L’ acido pentanoico, noto come acido valerico, è un acido carbossilico saturo a catena lineare costituito da cinque atomi di carbonio.

Ha formula CH3CH2CH2CH2COOH e struttura:

struttura acido valerico
In natura si trova in molte piante come la Valeriana officinalis, Vitis vinifera, o in organismi quali la Blattella germanica unitamente al suo isomero acido  3-metilbutanoico noto come acido isovalerico

Proprietà

Si presenta come un liquido incolore con un penetrante odore sgradevole. I suoi esteri volatili a basse concentrazioni, tuttavia, hanno fragranze gradevoli e sono ampiamente utilizzati come aroma fruttato e come essenza nell’industria della profumeria.

È scarsamente solubile in acqua, solubile in etanolo ed etere etilico e in quasi tutti i solventi organici compresi gli eteri. Ha un valore della costante di dissociazione Ka= 1.51 · 10-5. Questo valore ha lo stesso ordine di grandezza di altri acidi carbossilici con un basso numero di atomi di carbonio.

Sintesi

L’acido può anche essere ottenuto ossidando l’alcol amilico con acido cromico.

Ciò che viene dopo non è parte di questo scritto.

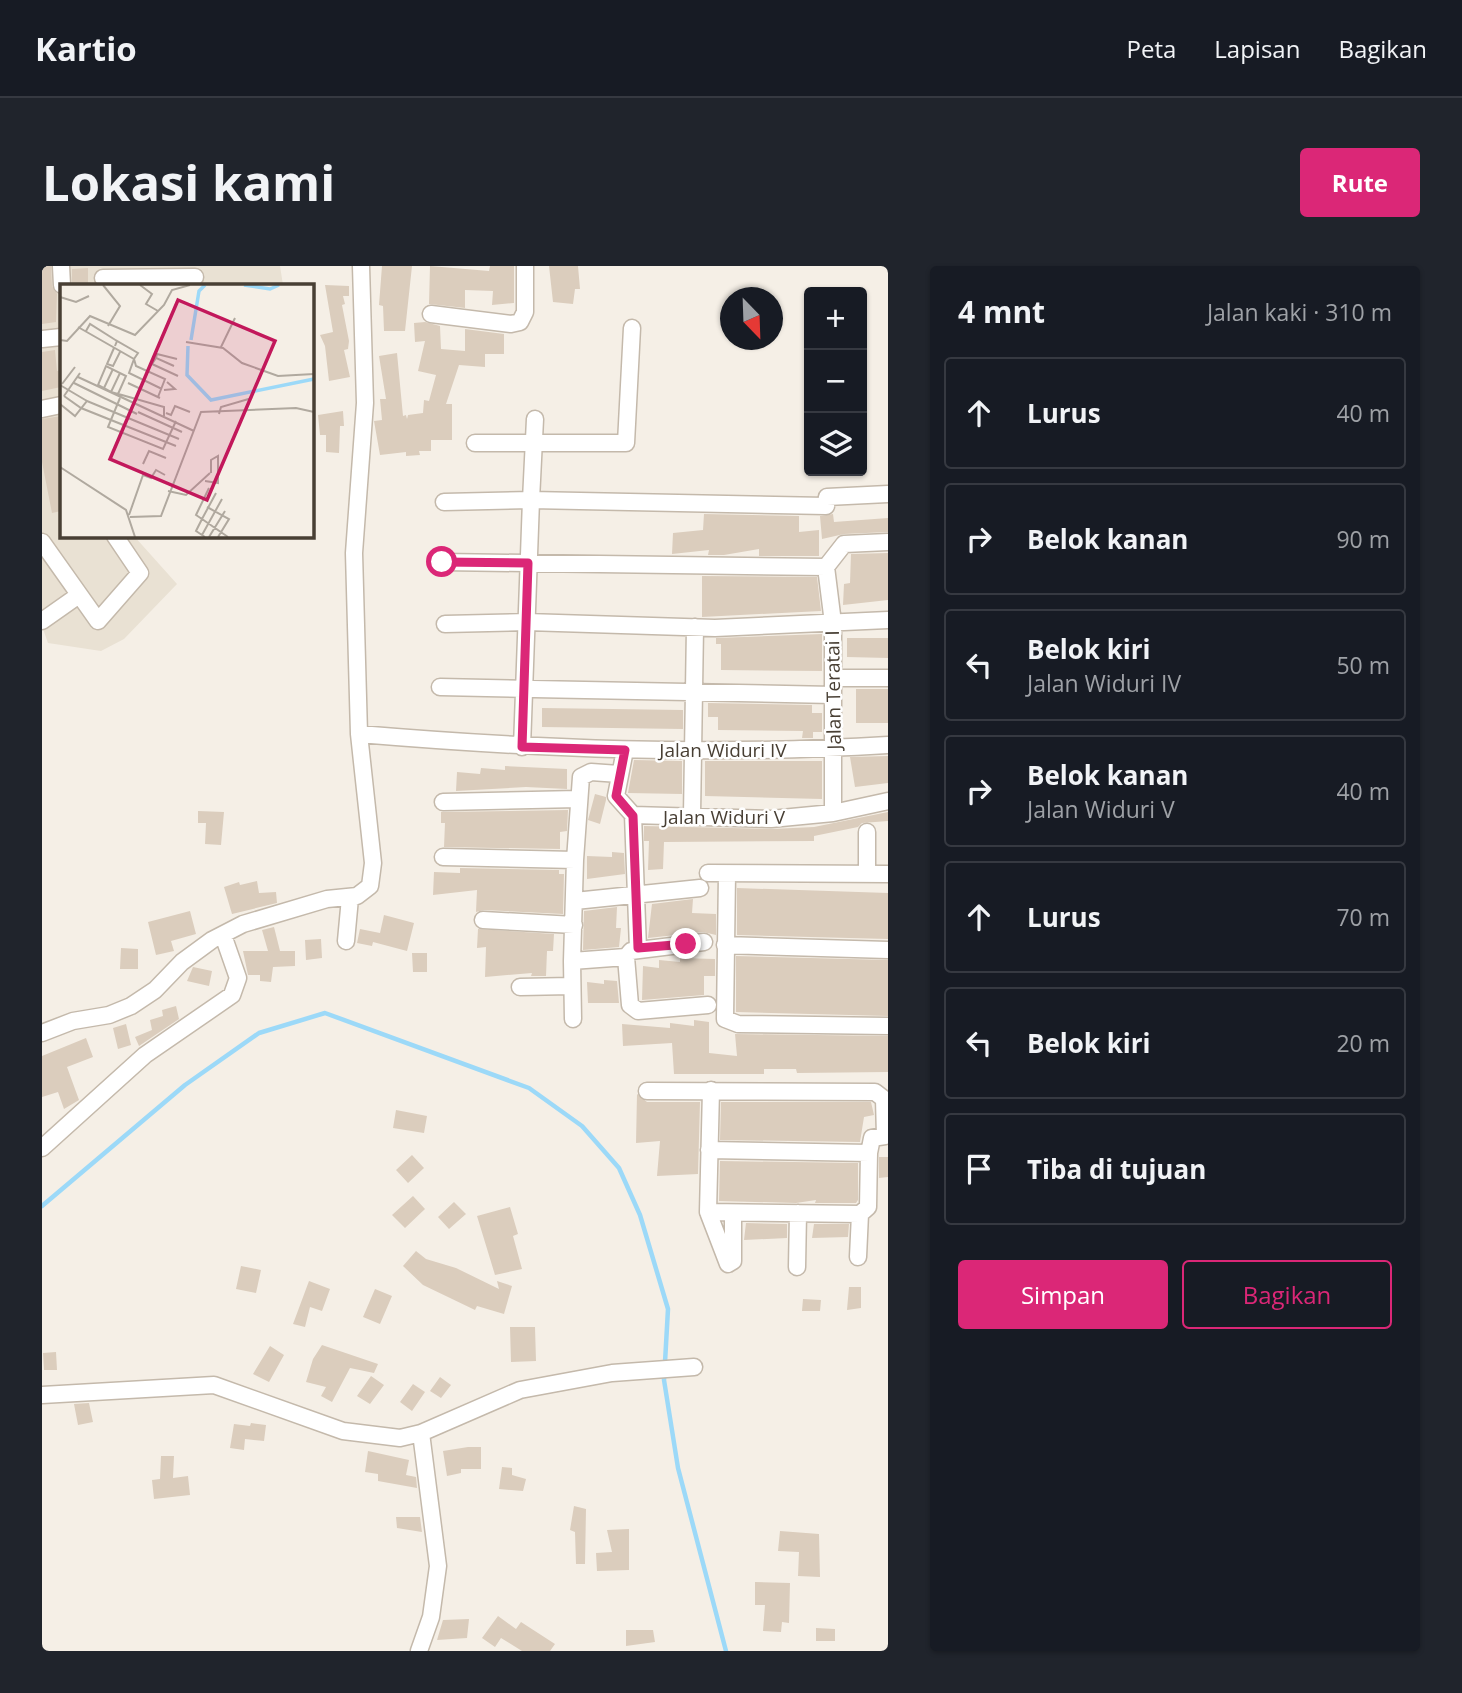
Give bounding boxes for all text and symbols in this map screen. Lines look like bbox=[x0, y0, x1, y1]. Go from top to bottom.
text: Kartio bbox=[35, 26, 137, 71]
text: Peta bbox=[1126, 32, 1176, 65]
text: Lapisan bbox=[1214, 32, 1300, 65]
text: Bagikan bbox=[1338, 32, 1427, 65]
button: Rute bbox=[1300, 148, 1420, 217]
text: Lokasi kami bbox=[42, 149, 335, 215]
inset map bbox=[60, 284, 313, 537]
north arrow bbox=[720, 287, 783, 350]
map controls bbox=[804, 287, 867, 476]
button: + bbox=[804, 287, 867, 350]
text: 4 mnt bbox=[958, 291, 1045, 332]
text: Jalan kaki · 310 m bbox=[1207, 296, 1392, 328]
button: − bbox=[804, 350, 867, 413]
icon: ahead bbox=[960, 394, 998, 432]
text: Lurus bbox=[1027, 395, 1101, 431]
text: 40 m bbox=[1336, 397, 1390, 429]
button: layers bbox=[804, 413, 867, 476]
icon: right bbox=[960, 520, 998, 558]
text: Belok kanan bbox=[1027, 521, 1188, 557]
text: 90 m bbox=[1336, 523, 1390, 555]
route start bbox=[426, 546, 457, 577]
street label: Jalan Teratai I bbox=[819, 630, 847, 752]
text: Belok kiri bbox=[1027, 631, 1151, 667]
icon: left bbox=[960, 646, 998, 684]
text: 50 m bbox=[1336, 649, 1390, 681]
text: Jalan Widuri IV bbox=[1027, 667, 1181, 699]
street label: Jalan Widuri IV bbox=[657, 737, 787, 763]
text: Belok kanan bbox=[1027, 757, 1188, 793]
icon: right bbox=[960, 772, 998, 810]
text: 40 m bbox=[1336, 775, 1390, 807]
text: Jalan Widuri V bbox=[1027, 793, 1175, 825]
street label: Jalan Widuri V bbox=[661, 804, 786, 830]
icon: ahead bbox=[960, 898, 998, 936]
text: Lurus bbox=[1027, 899, 1101, 935]
text: 70 m bbox=[1336, 901, 1390, 933]
route end bbox=[670, 928, 701, 959]
icon: left bbox=[960, 1024, 998, 1062]
text: Belok kiri bbox=[1027, 1025, 1151, 1061]
text: 20 m bbox=[1336, 1027, 1390, 1059]
icon: arrive bbox=[960, 1150, 998, 1188]
text: Tiba di tujuan bbox=[1027, 1151, 1206, 1187]
button: Simpan bbox=[958, 1260, 1168, 1329]
button: Bagikan bbox=[1182, 1260, 1392, 1329]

A livello industriale si ottiene per idroformilazione dell’1-butene da cui si ottiene valeraldeide. L’ossidazione di quest’ultima porta all’acido valerico

Reazioni

Dà le reazioni tipiche degli acidi carbossilici di sostituzione del gruppo idrossile con altri gruppi, per formare alogenuri, esteri, anidridi e ammidi.

Può essere ridotto a 1-pentanolo in presenza di diborano

Usi

L’acido valerico è utilizzato principalmente come intermedio chimico per la produzione di aromi e profumi, lubrificanti sintetici, prodotti chimici agricoli e prodotti farmaceutici. Trova utilizzo nei pesticidi dove è presente in quantità nono superiori al 2%. È anche usato come coadiuvante di aromi negli alimenti.